Shelton McElroy, the plaintiff in a class-action lawsuit against the Baltimore-based Cordish Cos. that owns and operates Fourth Street Live, says more witnesses have come forward alleging systematic discrimination at the downtown Louisville entertainment district. However, Cordish and the general manager of Fourth Street Live say they should be dismissed from the lawsuit, downplaying their ties to the venue that allegedly discriminated against McElroy.
McElroy’s lawsuit claims he was ejected from Sully’s Restaurant and Saloon last year due to a bogus dress code violation, after which he was arrested on charges the Jefferson County Attorney’s office eventually dropped. In addition to suing the LMPD and the nightclub’s owners and employees, he is seeking a class-action lawsuit against Cordish and its related companies, highlighting a long pattern of racial discrimination at the venues via their dress code policy.
McElroy tells Insider Louisville that more witnesses and potential plaintiffs have emerged in the suit, and he welcomes “anyone who has suffered discrimination under Cordish at Fourth Street Live to come forward so we can change the center of our city into a place where black people are welcome.”
One witness McElroy spoke of was a hostess at a Fourth Street Live venue; the woman claims the employee who trained her was rude to African-American customers, explaining to her that they discourage such customers from entering because they don’t pay or tip well. Another witness was a DJ who was allegedly told to change his music by a manager because “it’s getting too dark in here.”
Fourth Street Live general manager and Cordish employee Brad Pernaw declined to speak with IL over the phone to discuss the lawsuit, directing inquiries to Cordish spokeswoman Cari Furman.
Furman sent IL a statement from Pernaw saying Cordish expects to be dismissed from the lawsuit because it and Fourth Street Live have no connection to Sully’s.
“The allegations of Mr. McElroy simply do not involve us,” read the statement from Pernaw. “His claims involve an incident with employees of an unrelated tenant, and police officers. As such, we are moving to have all claims dismissed and expect that we will be dismissed from the case.”
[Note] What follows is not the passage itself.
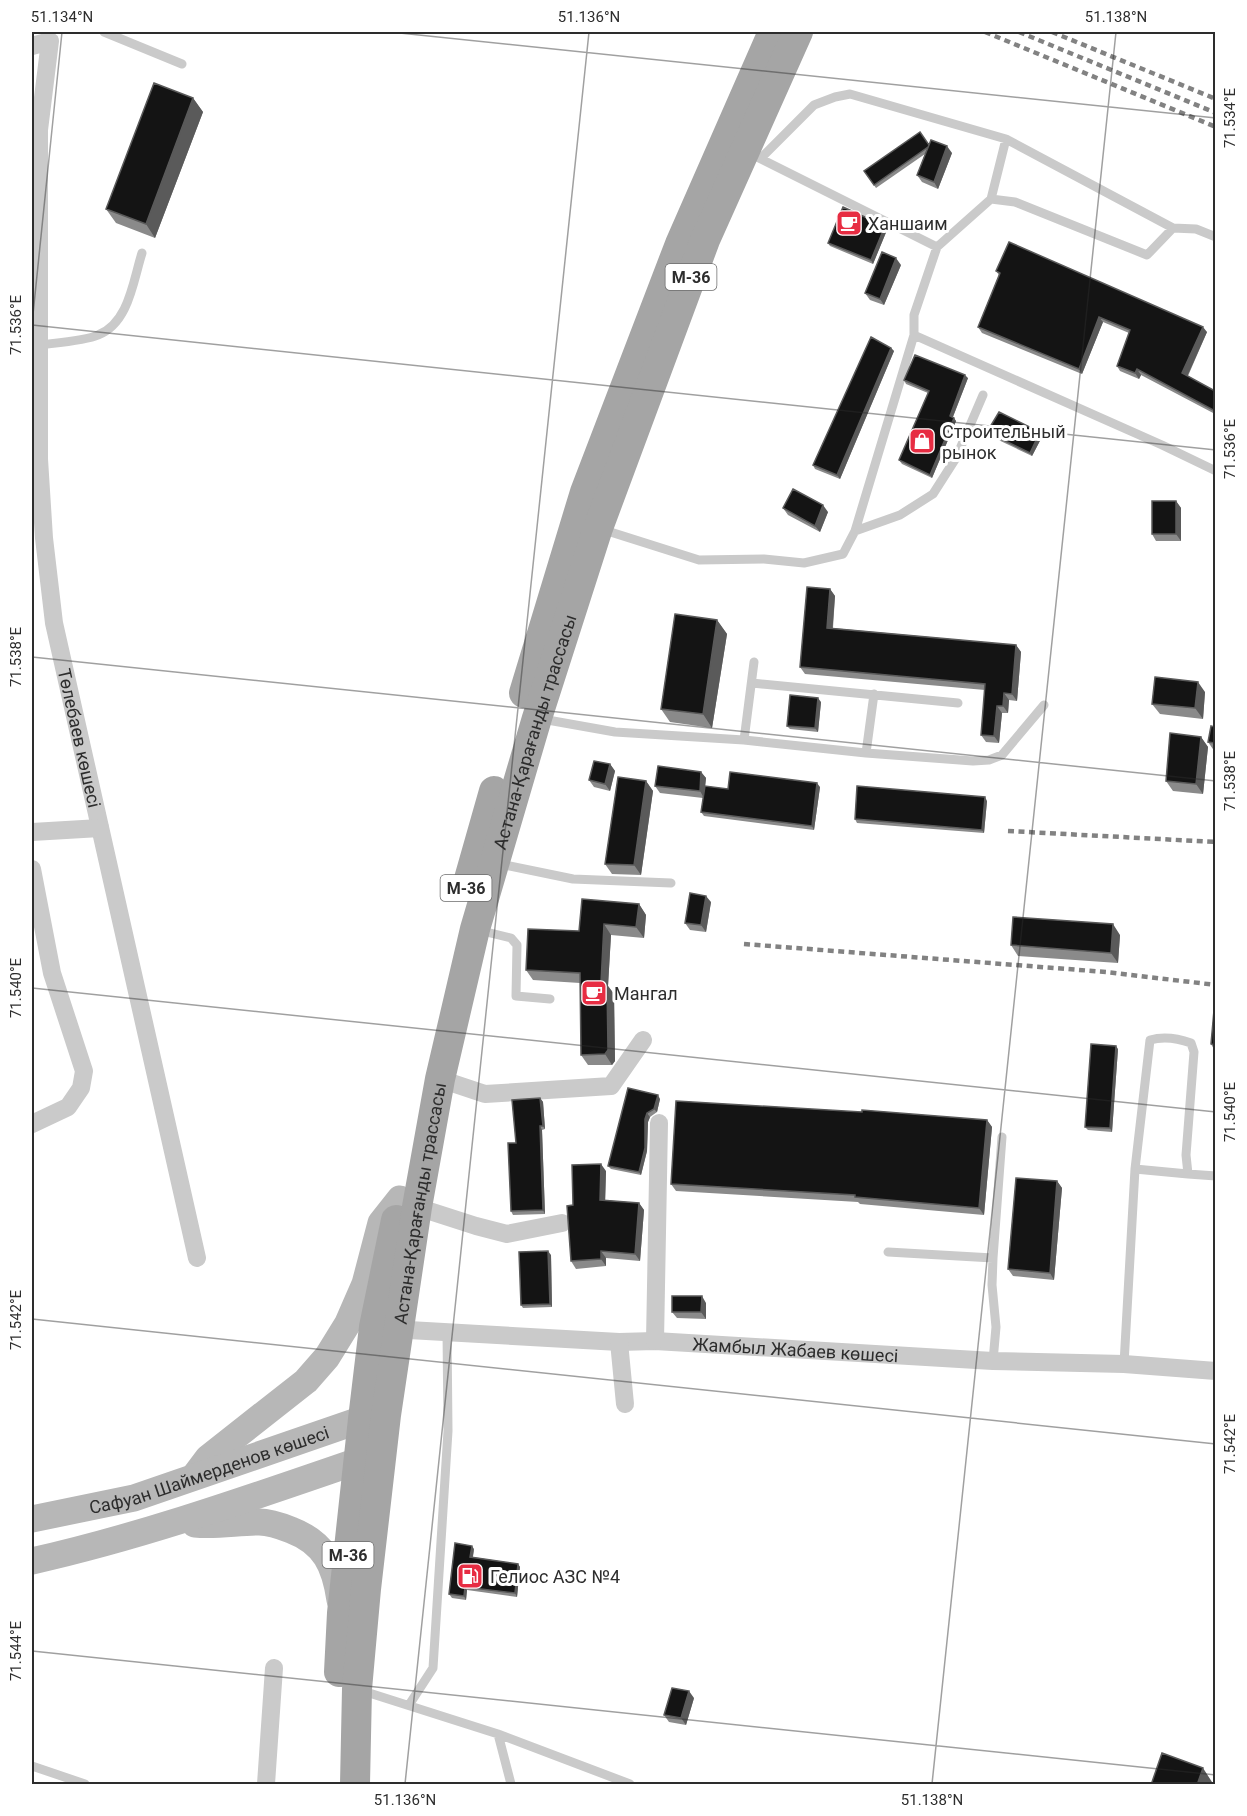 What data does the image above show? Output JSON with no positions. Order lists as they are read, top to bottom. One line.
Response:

Pernaw followed up by saying Sully’s was actually an “unrelated third party tenant,” and that “we have spoken with the tenant and they plan to vigorously defend itself against the allegation.”
IL followed up via email asking if Cordish has any tenants or receives any revenue at Fourth Street Live, who is the landlord of Sully’s, and why Cordish would be speaking with a tenant it supposedly has no relation with about the McElroy case.
“We have connections to certain businesses in the district such as The Sports & Social Club, however Sully’s Saloon is strictly a third party tenant,” replied Pernaw. “Our only connection to the business is as a landlord and we have no financial interest in the tenant. With any guest issue at the district we inquire with the tenant as to the specifics.”
Pernaw replied again through Furman to say that “Louisville Galleria, LLC is the landlord for Sully’s Restaurant and Saloon. We have no interest and/or ownership in the business.”
Pernaw and Furman did not respond to IL’s follow-up email asking if Cordish had a relationship with Louisville Galleria, but records from the Kentucky Secretary of State’s website show that this company has the same address as Cordish in Baltimore, and its manager is Jonathan Cordish, the vice president of Cordish. McElroy’s lawsuit claimed that Entertainment Consulting International LLC is the manager of Sully’s, and that company also lists the same address.
Daniel Alvarez, McElroy’s attorney, wrote that he seeks to “pierce the corporate veil” of Cordish in the lawsuit, saying Cordish operates through several different entities or “shells” in an attempt to receive tax benefits yet escape liability for damages.
Amber Duke, the communications manager for the ACLU of Kentucky, said in the following statement to IL that while they and other stakeholders have met with Cordish officials over the past year concerning their dress code policy at Fourth Street Live, Pernaw’s confusing effort to shift blame and responsibility would appear to render their efforts useless.
“We [The ACLU of Kentucky] reached out to our coalition partners yesterday to begin work on scheduling an overdue quarterly meeting with 4th Street Live and Cordish officials. In light of today’s bizarre, conflicting statements from 4th Street Live management about their relationship(s) with venues that operate under their umbrella, we will be suggesting clarification on this matter be a top agenda item at our next meeting.
When our groups agreed to meet regularly with 4th Street Live management and Cordish officials, we did so with the understanding that we were meeting with the people that had the power to address community concerns around racial discrimination, racial profiling, and other issues. If in fact, 4th Street Live has ‘no connection’ to the venues that are part of their property, then we need to be meeting with the officials that are connected.
Cordish Officials have voiced their commitment to making 4th Street Live a venue where all in our city are welcome. They’ve also committed to working with organizations like the ACLU of Kentucky that seek to hold them accountable. Today’s strange attempts to disassociate from venues operating on 4th Street, under their roof, are troubling departures from these commitments.”